It is still another object of this invention to provide a method for angular displacement control of a rotationally adjustable snowboard binding including the steps of latching an actuator at the binding that is movable between an engaged position and an unengaged position corresponding to a rotationally secured state of the binding and a substantially free rotational state of the binding, respectively, so that at least at one of the positions non-movement of the actuator is assured absent active unlatching by a user.
With these and other objects in view, which will become apparent to one skilled in the art as the description proceeds, this invention resides in the novel construction, combination and arrangement of parts and method substantially as hereinafter described, it being understood that changes in the precise embodiment of the herein disclosed invention are meant to be included as come within the scope of the claims.
The accompanying drawings illustrate a complete embodiment of the invention according to the best mode so far devised for the practical application of the principles thereof, and in which:
FIG. 1 is a perspective view showing the apparatus of this invention for use with a first type of rotationally adjustable snowboard binding;
FIG. 2 is an exploded view of the latching mechanism of the apparatus of this invention shown in FIG. 1;
FIG. 3 is a perspective view illustrating the apparatus of FIG. 1 maintained in a free rotational state;
FIG. 4 is a perspective view illustrating release of the apparatus from the secured state of FIG. 1 for movement to the free rotational state;
FIG. 5 is a side view illustration with ghosted portions showing the apparatus of this invention for use with a second type of rotationally adjustable snowboard binding;
FIG. 6 is an exploded view of the apparatus of FIG. 5;
FIG. 7 is a perspective view illustration showing the apparatus of this invention for use with a third type of rotationally adjustable snowboard binding; and
FIG. 8 is a perspective view with cutaway portions illustrating operation of the apparatus of FIG. 7.
The apparatus and method of this invention may be employed with a variety of rotationally adjustable snow board bindings, several types of which are shown in the drawings, it being understood that this invention may be adapted for use with still other such binding types.
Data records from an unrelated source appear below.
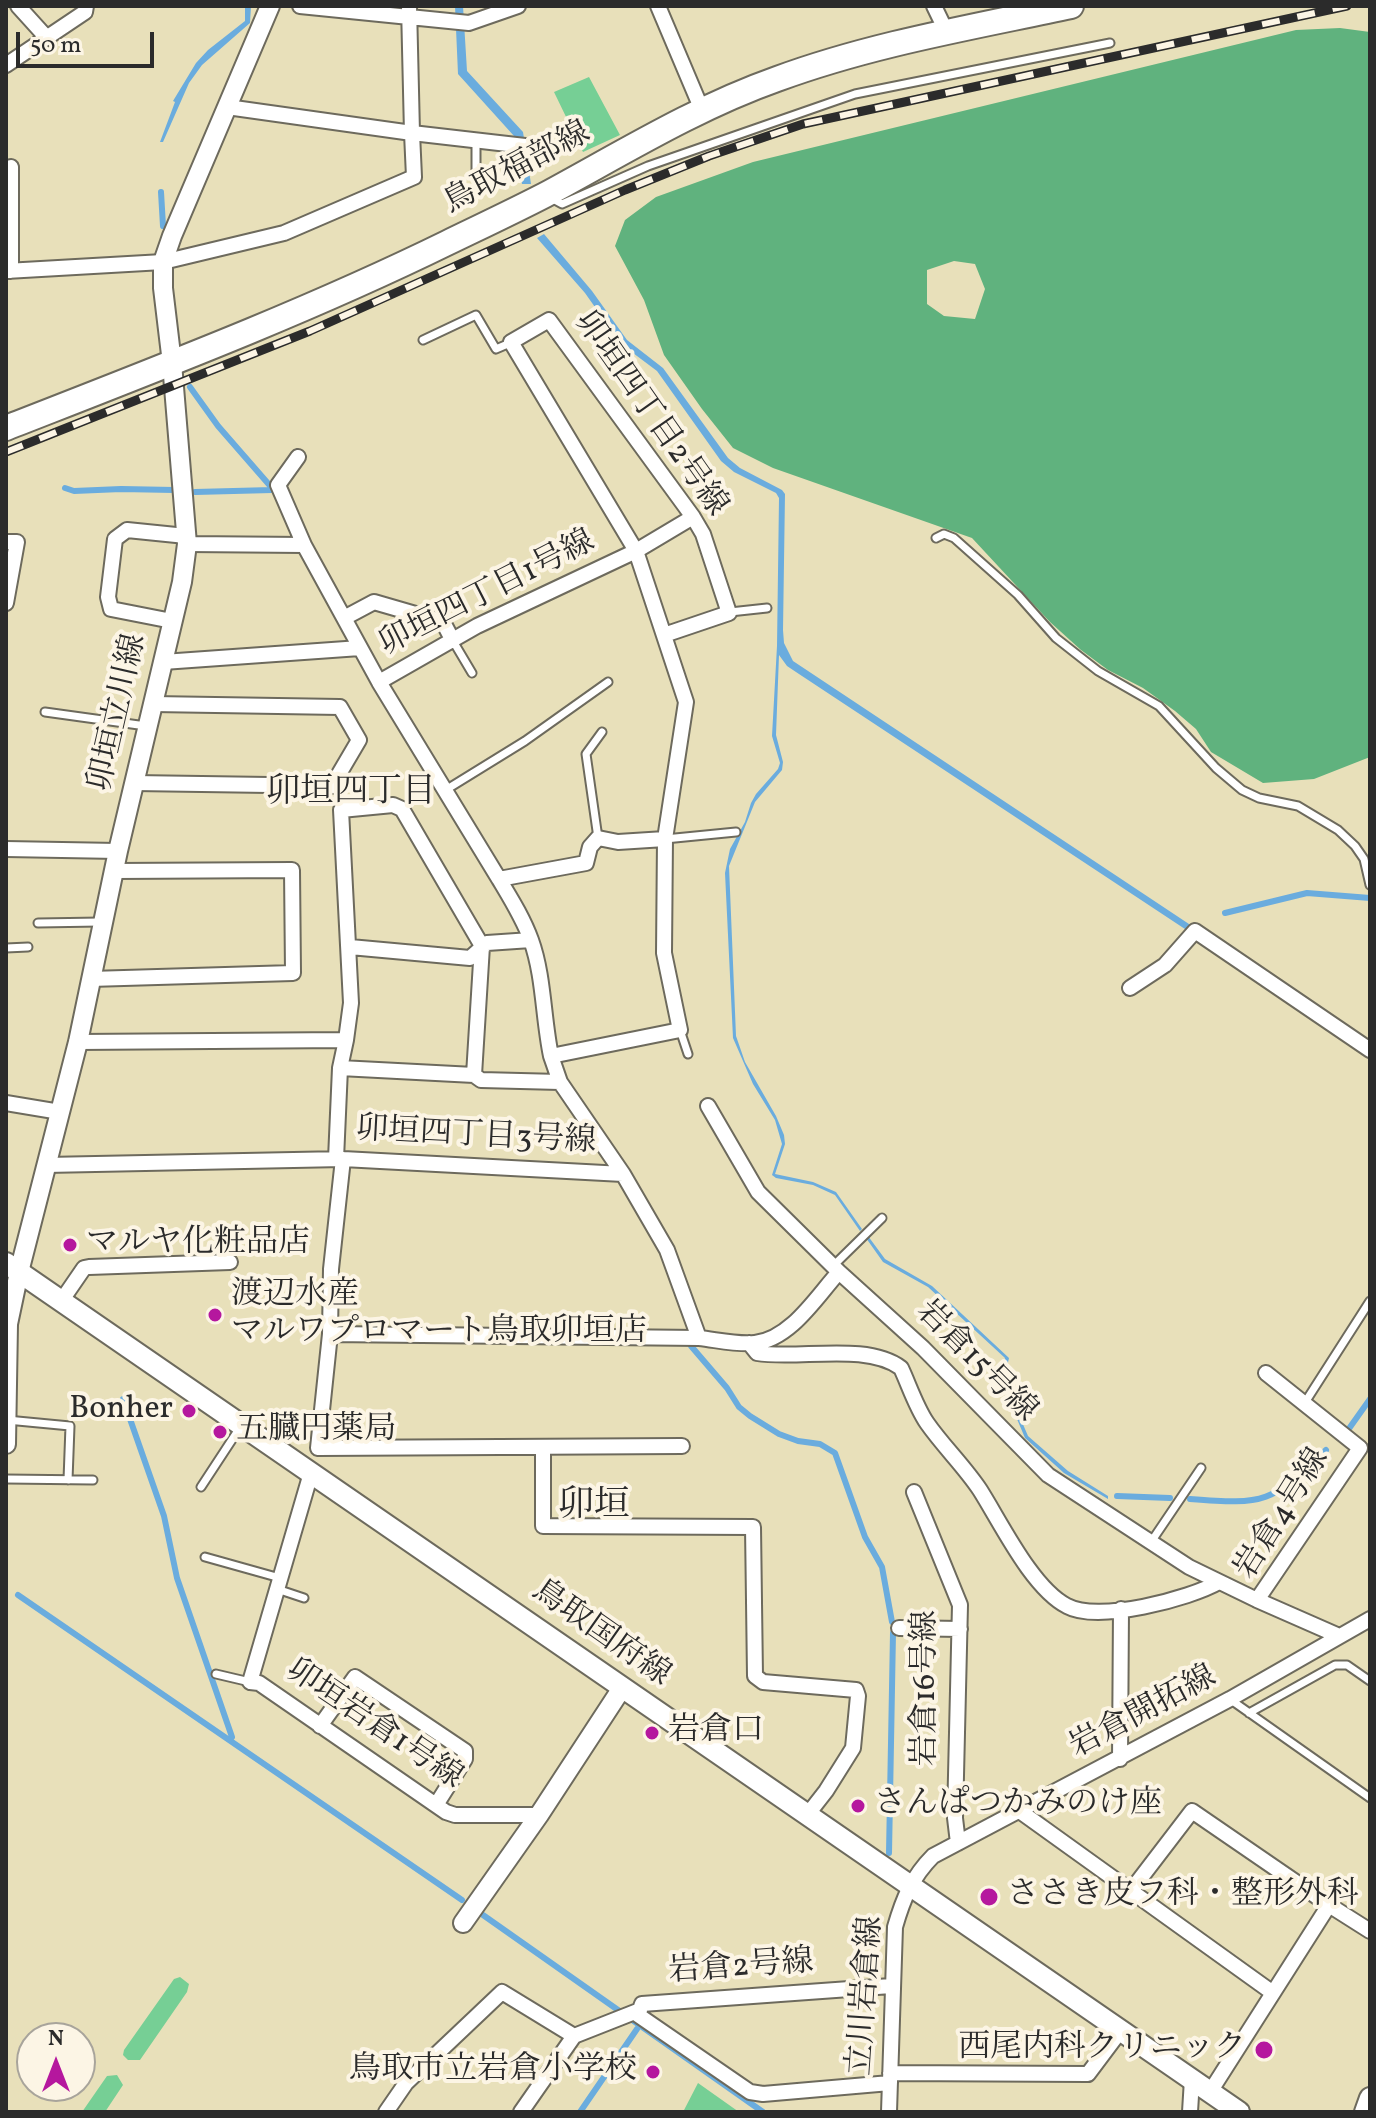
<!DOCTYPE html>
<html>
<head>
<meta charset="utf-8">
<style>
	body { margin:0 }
	#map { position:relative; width:1376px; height:2118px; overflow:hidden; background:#e8e0ba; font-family:Vollkorn,serif }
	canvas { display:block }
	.frame { position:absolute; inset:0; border:8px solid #2b2b2b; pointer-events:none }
	.north { position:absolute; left:16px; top:2022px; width:80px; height:80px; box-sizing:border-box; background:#fcf5e5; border:2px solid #a8a49b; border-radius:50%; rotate:0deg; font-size:22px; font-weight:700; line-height:32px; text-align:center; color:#2b2b2b }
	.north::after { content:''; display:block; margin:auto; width:28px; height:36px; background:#b5179e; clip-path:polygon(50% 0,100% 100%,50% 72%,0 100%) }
	.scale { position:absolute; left:16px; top:32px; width:138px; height:36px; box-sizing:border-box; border:4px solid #2b2b2b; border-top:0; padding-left:10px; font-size:24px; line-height:28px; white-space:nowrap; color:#2b2b2b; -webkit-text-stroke:6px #fcf5e5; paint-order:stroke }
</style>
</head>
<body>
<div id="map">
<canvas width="1376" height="2118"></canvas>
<div class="frame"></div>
<div class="north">N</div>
<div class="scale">50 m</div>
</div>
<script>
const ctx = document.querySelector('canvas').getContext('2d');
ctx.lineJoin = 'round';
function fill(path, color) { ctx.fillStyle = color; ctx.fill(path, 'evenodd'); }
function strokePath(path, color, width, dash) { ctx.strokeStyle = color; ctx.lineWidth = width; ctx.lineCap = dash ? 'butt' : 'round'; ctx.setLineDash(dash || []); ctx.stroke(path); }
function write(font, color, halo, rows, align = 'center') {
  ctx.font = font + ' Vollkorn,"Noto Serif JP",serif'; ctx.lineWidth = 8; ctx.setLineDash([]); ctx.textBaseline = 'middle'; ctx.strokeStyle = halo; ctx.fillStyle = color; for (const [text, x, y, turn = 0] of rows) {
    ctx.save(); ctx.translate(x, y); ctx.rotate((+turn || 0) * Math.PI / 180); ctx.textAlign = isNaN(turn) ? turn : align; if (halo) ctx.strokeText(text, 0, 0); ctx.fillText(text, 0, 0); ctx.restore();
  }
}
const green = new Path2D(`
	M589,77L620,135L583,152L554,92Z
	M180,1977L189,1984L187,1992L140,2060H128L123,2055L124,2050L174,1979Z
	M117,2075L123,2085L105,2112H82L107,2076Z
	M698,2083L739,2112H683Z`);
const forest = new Path2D(`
	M1340,28L1370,32V757L1314,779L1263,783L1211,752L1196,729L1175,711L1143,688L1108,670L1081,650L1050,622L972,538L773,468L733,448L702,409L664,355L644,300L615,246L625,220L656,197L753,162L1296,30ZM954,261L975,264L985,289L975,319L944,316L927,304V270Z`);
const water = new Path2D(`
	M245,6H251L250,23L202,65L189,83L163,142H160L175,102L173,101L196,63L208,50L245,21Z
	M455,6H463L467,71L523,132L531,184H522L514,136L458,74Z
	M544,234L592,291L627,340L663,368L728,458L740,468L782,490L785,494L783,630L784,643L793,661L1192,926L1188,931L802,676L787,666L779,655L776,735L783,762L782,770L755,802L729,866L736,1036L745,1062L776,1116L784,1135L785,1144L775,1174L813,1182L836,1192L862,1229L860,1231L835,1195L813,1185L776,1178L772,1175L782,1144L775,1120L753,1084L733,1038L725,873L730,849L745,822L751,803L756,794L778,769L780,763L772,736L777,646L779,498L776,493L734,472L721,461L657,371L621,344L585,293L537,238Z
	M868,1236L885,1259L932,1286L1009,1358L1004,1380L1028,1436L1068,1471L1108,1496V1499L1064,1473L1025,1438L1001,1381L1005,1358L928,1287L883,1262L866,1238Z`);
const stream = new Path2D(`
	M161,192L163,226
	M190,387L218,426L272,488
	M65,488L74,491L121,489L174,490
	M195,492L272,490
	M1225,913L1307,893L1370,898
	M691,1346L727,1388L739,1407L750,1416L779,1434L798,1441L820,1444L835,1453L865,1537L882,1567L892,1622
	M123,1399L164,1516L177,1578L232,1737
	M1348,1430L1370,1399
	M1117,1496L1170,1498
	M1190,1499C1266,1505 1271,1503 1326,1450
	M18,1595L462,1900
	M889,1853L893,1633
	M483,1915L763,2112
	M580,2112L637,2029`);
const service = new Path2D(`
	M476,140V170
	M551,198L562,204L648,166L855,94L1110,43
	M423,340L476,315L496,349L510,343
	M936,538L944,534L954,538L1018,595L1056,638L1098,671L1159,706L1216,768L1242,790L1259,798L1298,806L1338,830L1355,846L1364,859L1370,885
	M730,612L767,608
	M453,641L472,673
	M45,712L146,726
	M444,791L525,741L608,682
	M598,838L586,754L602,732
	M665,839L736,832
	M38,923L100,922
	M6,948L28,947
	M680,1030L688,1054
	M833,1266L882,1218
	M1304,1404L1370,1301
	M7,1420L70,1426L68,1480
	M6,1479L93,1480
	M201,1487L239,1429
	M1151,1542L1201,1468
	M205,1557L280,1578
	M277,1589L304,1598
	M216,1674L250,1682
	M1231,1700L1370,1798
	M1249,1713L1335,1665H1347L1370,1681`);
const minor = new Path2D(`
	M18,6L47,38
	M300,6L469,23L518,6
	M658,6L702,110
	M934,6L947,33
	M6,65L85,12L86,6
	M227,107L412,133L409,6
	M6,168L11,167V271
	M6,271L163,262L284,233L414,177L412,133L525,146
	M298,457L278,485L304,545
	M6,542H17L6,603
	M187,544L304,545L379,682L477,626L636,551L693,517
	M344,618L374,602L443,622L453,641
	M172,621L111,609L108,597L115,539L127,530L186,536
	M163,662L360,648
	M379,682L499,879
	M134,783L337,786L339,774L359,740L340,707L153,704
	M6,849L118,851
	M350,947L470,958L487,943L531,940
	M90,979L293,973L292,870L115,871
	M1130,988L1165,965L1195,931L1370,1050
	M78,1042L346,1040L340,1068L474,1075L482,946L402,809L393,805L341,810L351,1003L346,1040
	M551,1056C543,1018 544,976 531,940C523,918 511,899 499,879L586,863L590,847L598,838L618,842L665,839
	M474,1075L481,1080L560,1082
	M6,1103L60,1112
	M708,1106L758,1192L839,1272L923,1348L1048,1475L1189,1567L1257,1600
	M336,1159L340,1068
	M343,1159L331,1269L330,1334L318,1448L682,1446
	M46,1165L343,1159L623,1174L560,1082L551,1056L680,1030L664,953L665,839L686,702L636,551L511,342L549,320L693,517L703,534L729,613L664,635
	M623,1174L667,1250L699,1338
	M62,1300L84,1268L89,1267L230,1262
	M330,1334L699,1338C717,1340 738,1345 755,1343C791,1339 817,1296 839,1272
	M749,1343L757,1353C798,1360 866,1342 901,1368C909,1385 916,1407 927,1423C943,1446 964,1466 980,1490C1001,1523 1032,1588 1067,1606C1098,1623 1189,1599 1219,1582
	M1266,1373L1360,1448L1257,1600L1339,1636
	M543,1447V1526L753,1527L755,1676L763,1682L856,1690L858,1696L853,1748L826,1791L808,1814
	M311,1473L250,1682L259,1683L446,1812L455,1815H539
	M914,1492L960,1605L955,1818L958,1843
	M899,1628L960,1629
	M320,1726L355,1677L465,1751V1759L436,1805
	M1120,1759L1121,1609
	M1021,1812L1273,1993L1329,1905L1370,1931
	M1130,1892L1192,1811L1329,1905
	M890,2073L1088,2074L1121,2030
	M890,2083L763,2094L750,2092L638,2015L642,2004L891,1986
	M1210,2092L1273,1993
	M386,2112L406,2083L502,1992L574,2036
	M521,2112L574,2036L640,2010
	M889,2112L895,1927C903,1899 912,1877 933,1856L1230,1699L1370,1619
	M1190,2112L1192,2079`);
const tertiary = new Path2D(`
	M6,1444L8,1324L19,1272L78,1042L118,851L182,582L187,544L184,508L172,363L163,288V262L172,236L270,6
	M463,1923L539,1815L622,1688`);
const secondary = new Path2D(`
	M6,1263L1239,2112
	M1365,2112L1370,2098`);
const primary = new Path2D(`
	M6,428C154,370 304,313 447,243C480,227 512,212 545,195C621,154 695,108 777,79C872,44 973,27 1071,6`);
const rail = new Path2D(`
	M6,452L310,331L625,190L709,156L803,124L1347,6`);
const markers = [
	[70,1245,8,"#b5179e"],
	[215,1315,8,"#b5179e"],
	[189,1411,8,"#b5179e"],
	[220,1432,8,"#b5179e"],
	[652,1733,8,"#b5179e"],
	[858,1806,8,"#b5179e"],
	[989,1897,10,"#b5179e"],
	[1264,2050,10,"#b5179e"],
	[653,2072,8,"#b5179e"]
];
const streetNames = [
	["鳥取福部線",518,170,-28],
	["卯垣四丁目2号線",649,415,55],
	["卯垣四丁目1号線",488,595,-27],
	["卯垣立川線",120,713,-77],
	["卯垣四丁目3号線",476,1138,3],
	["岩倉15号線",975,1363,45],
	["岩倉4号線",1284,1515,-58],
	["鳥取国府線",600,1635,35],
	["岩倉16号線",928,1688,-90],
	["岩倉開拓線",1144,1714,-28],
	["卯垣岩倉1号線",373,1726,34],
	["岩倉2号線",741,1969,-4],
	["立川岩倉線",868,1996,-86]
];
const poiNames = [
	["マルヤ化粧品店",86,1245],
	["渡辺水産",231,1297],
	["マルワプロマート鳥取卯垣店",231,1334],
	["Bonher",173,1411,"right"],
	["五臓円薬局",236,1432],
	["岩倉口",668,1733],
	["さんぱつかみのけ座",874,1806],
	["ささき皮フ科・整形外科",1007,1897],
	["西尾内科クリニック",1246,2050,"right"],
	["鳥取市立岩倉小学校",637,2072,"right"]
];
const neighbourhoodNames = [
	["卯垣四丁目",351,795]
];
const quarterNames = [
	["卯垣",594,1508]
];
fill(green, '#76cf95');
fill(forest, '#60b27e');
fill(water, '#6aacde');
strokePath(stream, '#6aacde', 6);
strokePath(service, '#6d6a5d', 11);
strokePath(minor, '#6d6a5d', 18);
strokePath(tertiary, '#6d6a5d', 22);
strokePath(secondary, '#6d6a5d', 24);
strokePath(primary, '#6d6a5d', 28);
strokePath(service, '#fff', 7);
strokePath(minor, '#fff', 14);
strokePath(tertiary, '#fff', 18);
strokePath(secondary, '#fff', 20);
strokePath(primary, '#fff', 24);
strokePath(rail, '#2b2b2b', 9);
strokePath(rail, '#fcf5e5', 6, [18]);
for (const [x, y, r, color] of markers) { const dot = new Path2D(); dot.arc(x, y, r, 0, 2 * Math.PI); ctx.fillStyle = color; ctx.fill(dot); strokePath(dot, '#fcf5e5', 3); }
write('32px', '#2b2b2b', '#fcf5e5', streetNames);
write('32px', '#2b2b2b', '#fcf5e5', poiNames, 'left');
write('34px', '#2b2b2b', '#fcf5e5', neighbourhoodNames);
write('36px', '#2b2b2b', '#fcf5e5', quarterNames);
</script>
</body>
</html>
In FIGS. 1 through 4, apparatus 20 of this invention is illustrated for use with rotationally adjustable snowboard binding system 21 (of a type illustrated in U.S. Pat. No. 5,941,552).
Binding system 21 readily accommodates rotational binding release and securement while a user's boot is secured in the binding at the top surface of a snowboard. System 21 includes base plate 23 and securing disk 24 which is fastened to a snowboard by screws or the like through slots 25. Blocks 26′ and 26″ for holding release and securement assembly 27 are preferably integrally formed (in accord with another aspect of this invention) with flanges 28′ and 28″ of base plate 23, one on each side of slot 29. Assembly 27 includes mechanism 30, for example a slider mechanism linearly moveable within mounting blocks 26 with a close running fit (any appropriate camming mechanism could be used), one end of mechanism 30 secured by nut 31. The other end of mechanism 30 is threaded to receive manipulable actuating control, or lever, 32 configured to be movable by hand or boot.
Disk 24 includes shoulder 33 and arcuate shank 34 extending through opening 35 in base plate 23. Boot anchoring straps 36 are held at flanges 26 for securement of the boot to base plate 23 between flanges 28 and 38. When secured, binding base plate 23 is held between the top of the snowboard and the bottom surface of shoulder 33 of disk 24. When adjusted, since slot 29 is continuous from opening 35 and across base plate 23 and between flanges 28′ and 28″, when lever 32 is rotated (toward the top of the snowboard) slot 29 narrows and a clamping force is applied at shank 34 of disk 24 by the mating edge of opening 35 in base plate 23.
Preload nut 31 is selectively adjustable on mechanism 30 to reduce or increase the width of slot 29 until a desired locking force is developed between disk shank 34 and central opening 35 of base plate 23. At the same time, this adjustability feature allows selection of the relative freedom or restriction of rotation of base plate 23 around disk 24 when lever 32 is in the unsecured position (i.e., rotated away from the snowboard surface), thus allowing for relatively free rotation or a selected degree of frictional resistance to such rotation as a user may select.
Where a slider mechanism is used, the middle section of slider 30 and the bores through mounting blocks 26 have the same cross sectional shapes and are so designed that rotation of preload nut 31 or lever 32 does not cause slider 30 to rotate with respect to mounting blocks 26. Lever 32 has a central bore with internal threads to engage threads on slider 30 so that lever 32 advances or recedes axially with respect to slider 30 when rotated. Thus in this particular system, rotational change of boot position relative to the top of the snowboard is achieved when slot 29 is opened by rotation of lever 32 such that base plate 23 can be rotated with respect to disk 24. Moreover, a relatively free rotational state can be maintained until lever 32 is returned to the secured state position.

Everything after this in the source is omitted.